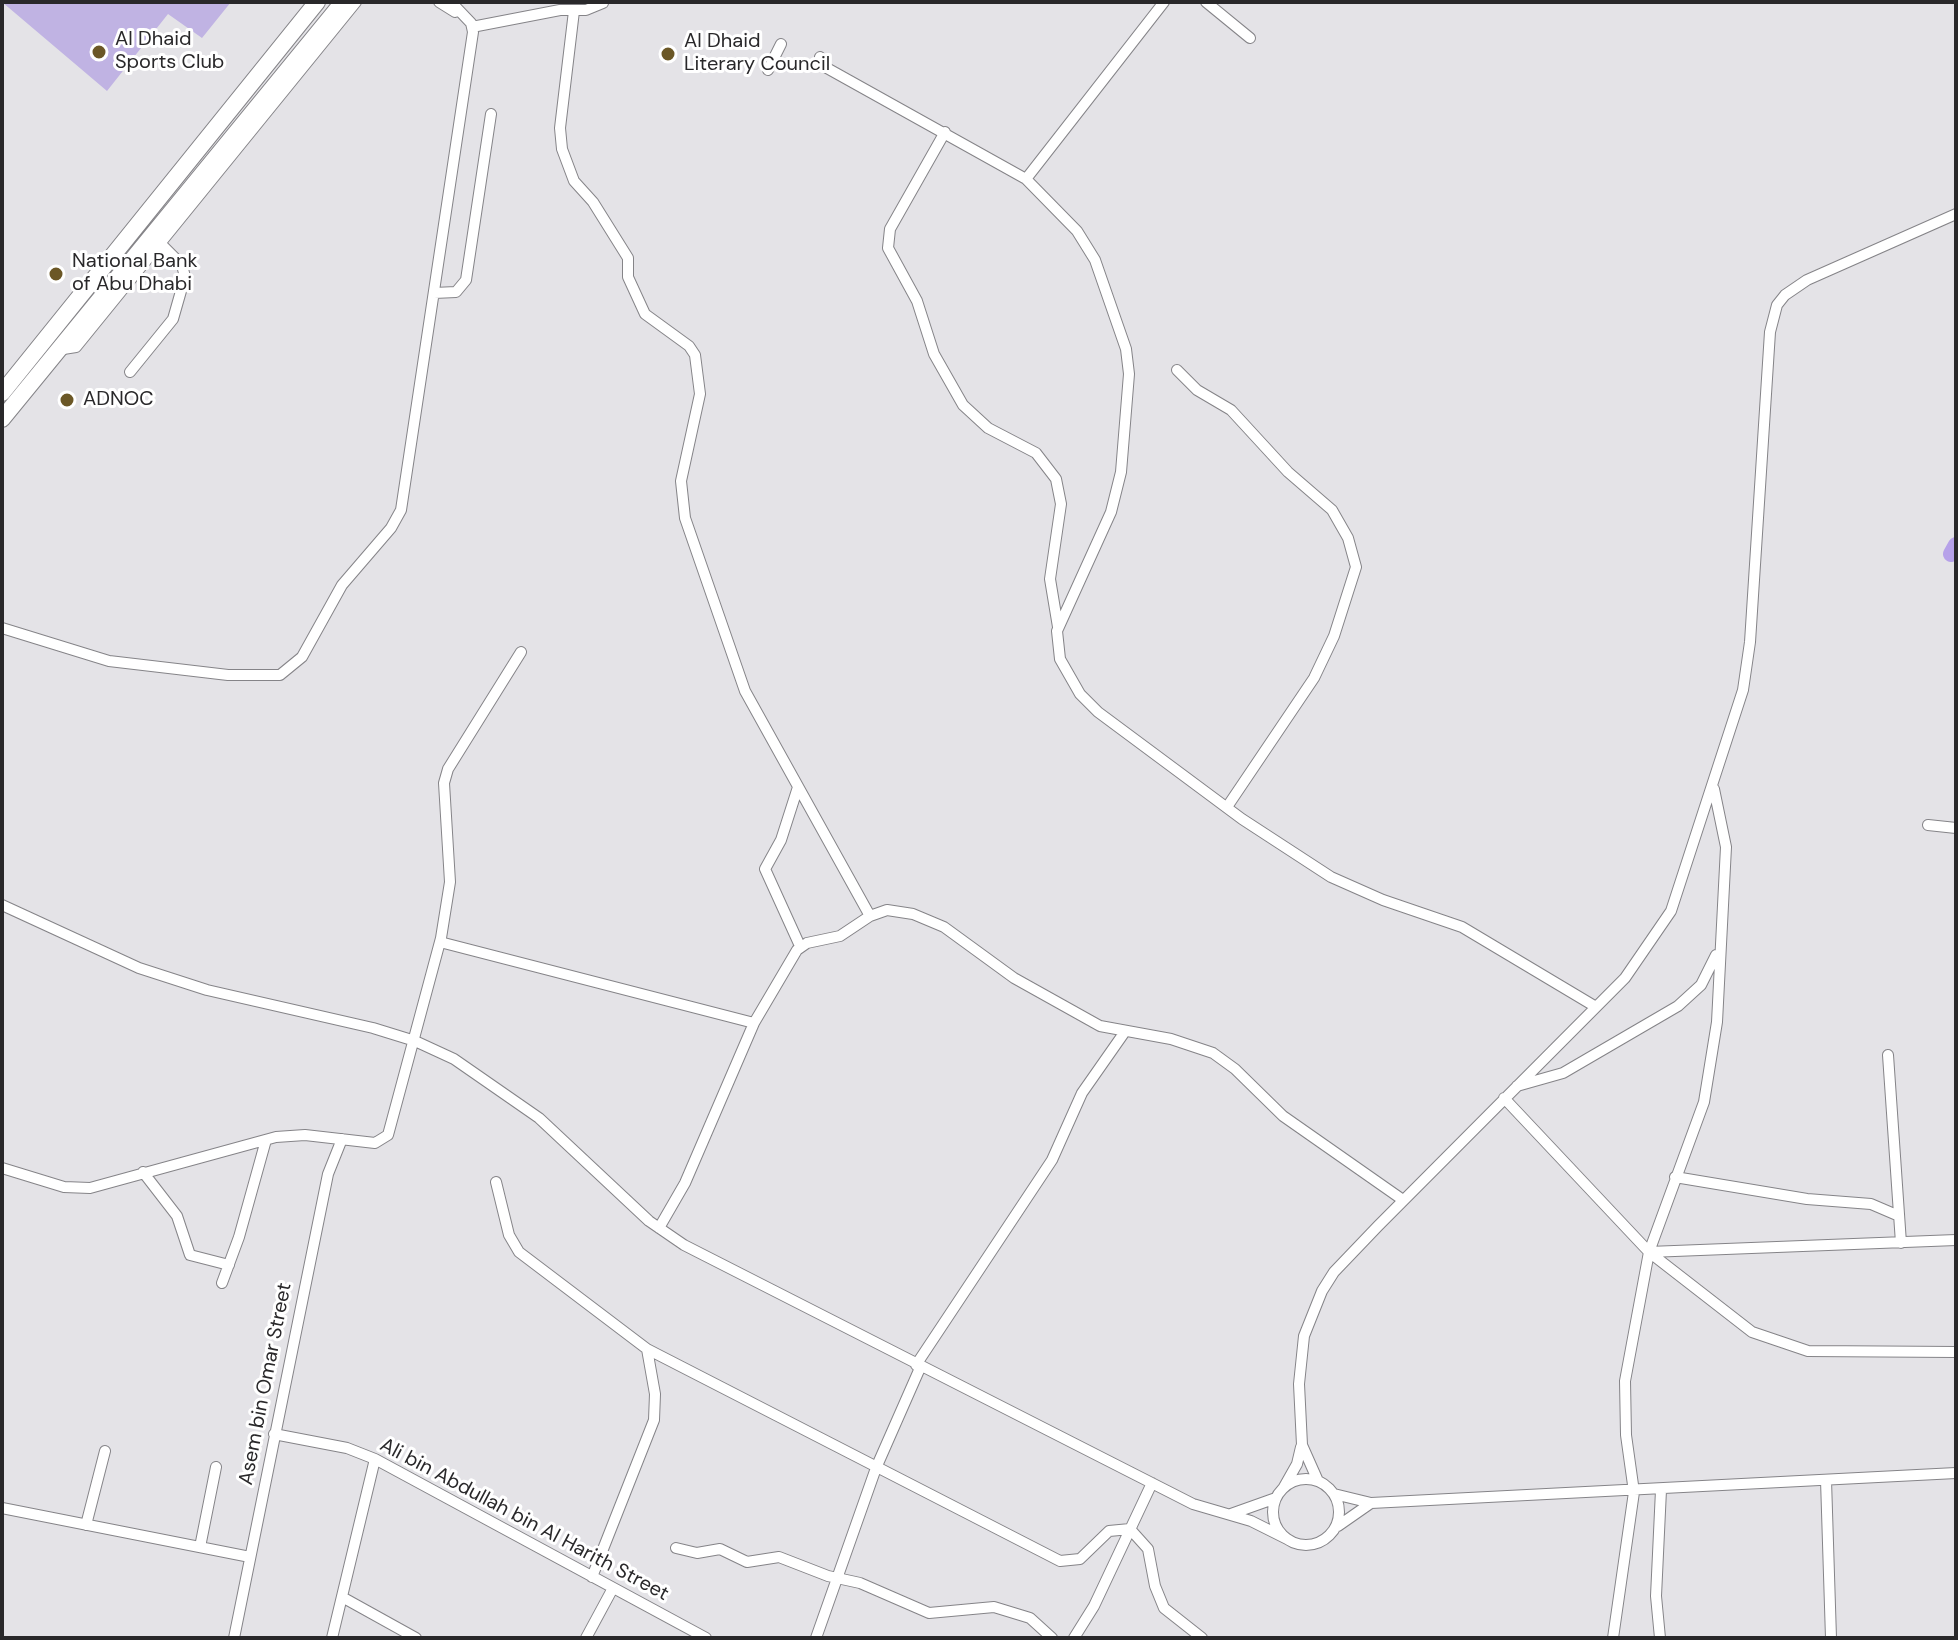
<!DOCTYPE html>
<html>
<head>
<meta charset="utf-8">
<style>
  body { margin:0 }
  #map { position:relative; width:1958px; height:1640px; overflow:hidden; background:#e4e3e7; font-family:"DM Sans",sans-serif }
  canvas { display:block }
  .frame { position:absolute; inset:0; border:4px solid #29282a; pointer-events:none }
</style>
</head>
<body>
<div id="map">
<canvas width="1958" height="1640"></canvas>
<div class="frame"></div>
</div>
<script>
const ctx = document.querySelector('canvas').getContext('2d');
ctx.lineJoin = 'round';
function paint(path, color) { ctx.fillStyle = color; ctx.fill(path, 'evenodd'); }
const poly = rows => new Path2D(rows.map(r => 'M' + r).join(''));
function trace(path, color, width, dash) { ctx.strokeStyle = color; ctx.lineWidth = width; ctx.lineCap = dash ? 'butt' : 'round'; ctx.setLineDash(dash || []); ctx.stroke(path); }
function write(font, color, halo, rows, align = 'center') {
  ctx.font = font + ' "DM Sans",sans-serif'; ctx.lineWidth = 6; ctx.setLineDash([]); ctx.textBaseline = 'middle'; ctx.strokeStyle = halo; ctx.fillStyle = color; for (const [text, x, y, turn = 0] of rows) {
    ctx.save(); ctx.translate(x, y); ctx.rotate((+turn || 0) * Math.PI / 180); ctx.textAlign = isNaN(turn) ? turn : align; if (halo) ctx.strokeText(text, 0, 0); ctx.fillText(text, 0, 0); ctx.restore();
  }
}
paint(poly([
  [2,2,231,2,202,38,168,14,107,91]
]), '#c0b3e3');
trace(poly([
  [1951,554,1956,545]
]), '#b6a1e9', 16);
const minor = poly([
  [439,2,455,12],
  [1206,2,1250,38],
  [574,11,560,128,562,149,574,181,593,202,628,258,628,277,645,314,689,346,695,355,700,394,681,481,685,518,745,691,870,916],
  [472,27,560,10,586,10,603,3],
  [820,57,825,67,1026,179,1077,231,1095,260,1126,349,1129,374,1121,472,1111,512,1057,631,1060,659,1080,694,1098,712,1242,819,1331,877,1383,900,1462,927,1596,1007],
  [768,70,781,44],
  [945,132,890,229,888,248,917,301,934,354,963,405,988,428,1036,453,1056,479,1061,504,1050,579,1058,627],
  [1026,179,1164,2],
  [434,293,456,292,466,280,491,114],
  [57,350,76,347,356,2],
  [1177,370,1197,390,1231,410,1288,472,1332,510,1348,538,1356,567,1334,636,1314,678,1227,807],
  [130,372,173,319,185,277,182,265,160,243],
  [2,628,109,661,228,675,280,675,302,657,342,585,391,528,401,510,473,32,471,23,451,2],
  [798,787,781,840,765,869,800,946],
  [1928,825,1956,828],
  [2,905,139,968,207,990,373,1028,415,1041,454,1059,539,1118,649,1221,684,1245,1193,1504,1251,1521,1289,1540],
  [440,942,754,1023],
  [1888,1055,1901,1243],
  [1517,1086,1563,1073,1678,1006,1701,985,1716,955],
  [1504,1098,1649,1252,1752,1332,1808,1351,1956,1352],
  [2,1168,64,1187,90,1188,276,1137,305,1135,375,1143,388,1135,441,938,450,882,444,783,448,769,521,652],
  [143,1172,177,1216,190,1255,229,1265],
  [1675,1177,1807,1199,1871,1204,1899,1216],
  [496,1182,509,1235,519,1252,647,1349,1060,1561,1080,1559,1109,1531,1130,1529,1148,1549,1155,1586,1164,1608,1202,1638],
  [659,1228,685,1183,754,1023,797,950,807,943,840,936,870,916,887,910,913,914,944,927,1014,978,1100,1026,1171,1039,1213,1053,1235,1069,1283,1116,1403,1200],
  [1649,1252,1956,1240],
  [222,1283,239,1237,266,1140],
  [916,1365,1052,1160,1082,1093,1124,1033],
  [274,1434,347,1448,375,1459,706,1638],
  '1273 1512a33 33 0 1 1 66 0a33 33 0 1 1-66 0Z',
  [1826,1480,1831,1638],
  [1318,1481,1302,1445,1299,1384,1304,1336,1322,1291,1334,1272,1378,1226,1625,978,1671,911,1743,690,1750,642,1770,332,1777,305,1785,295,1807,280,1956,214],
  [1284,1487,1297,1464,1301,1447],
  [1334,1494,1371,1503,1956,1473],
  [2,1508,250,1557],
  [1231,1514,1276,1498],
  [86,1525,105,1451],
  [1338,1526,1371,1503],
  [200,1547,216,1467],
  [676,1548,697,1553,720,1549,747,1562,779,1557,828,1576,860,1583,929,1613,994,1607,1030,1618,1052,1638],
  [592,1577,654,1420,655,1394,647,1349],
  [342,1597,416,1638],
  [234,1638,328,1174,342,1139],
  [332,1638,375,1459],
  [586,1638,613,1588],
  [816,1638,876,1468,920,1368],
  [1074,1638,1094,1606,1152,1483],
  [1613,1638,1634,1492,1626,1435,1625,1381,1649,1252,1704,1102,1717,1022,1726,847,1714,789],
  [1660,1638,1656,1596,1661,1490]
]);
const highway = poly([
  [2,393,317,2],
  [2,419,343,2]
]);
trace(minor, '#858488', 12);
trace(highway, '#858488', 18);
trace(minor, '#fff', 10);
trace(highway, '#fff', 16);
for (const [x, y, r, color] of [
  [99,52,8,"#6b5726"],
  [668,54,8,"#6b5726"],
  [56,274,8,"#6b5726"],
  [67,400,8,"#6b5726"]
]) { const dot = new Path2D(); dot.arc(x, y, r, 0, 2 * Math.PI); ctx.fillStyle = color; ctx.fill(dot); trace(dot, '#fff', 3); }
write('20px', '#29282a', '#fff', [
  ["Al Dhaid",115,40],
  ["Sports Club",115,63],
  ["Al Dhaid",684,42],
  ["Literary Council",684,65],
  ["National Bank",72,262],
  ["of Abu Dhabi",72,285],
  ["ADNOC",83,400]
], 'left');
write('20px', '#29282a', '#fff', [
  ["Asem bin Omar Street",266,1384,-79],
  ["Ali bin Abdullah bin Al Harith Street",524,1520,28]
]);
</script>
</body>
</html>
**********
Each line in the records above that contains the word "halo" must be copied.

function write(font, color, halo, rows, align = 'center') {
  ctx.font = font + ' "DM Sans",sans-serif'; ctx.lineWidth = 6; ctx.setLineDash([]); ctx.textBaseline = 'middle'; ctx.strokeStyle = halo; ctx.fillStyle = color; for (const [text, x, y, turn = 0] of rows) {
    ctx.save(); ctx.translate(x, y); ctx.rotate((+turn || 0) * Math.PI / 180); ctx.textAlign = isNaN(turn) ? turn : align; if (halo) ctx.strokeText(text, 0, 0); ctx.fillText(text, 0, 0); ctx.restore();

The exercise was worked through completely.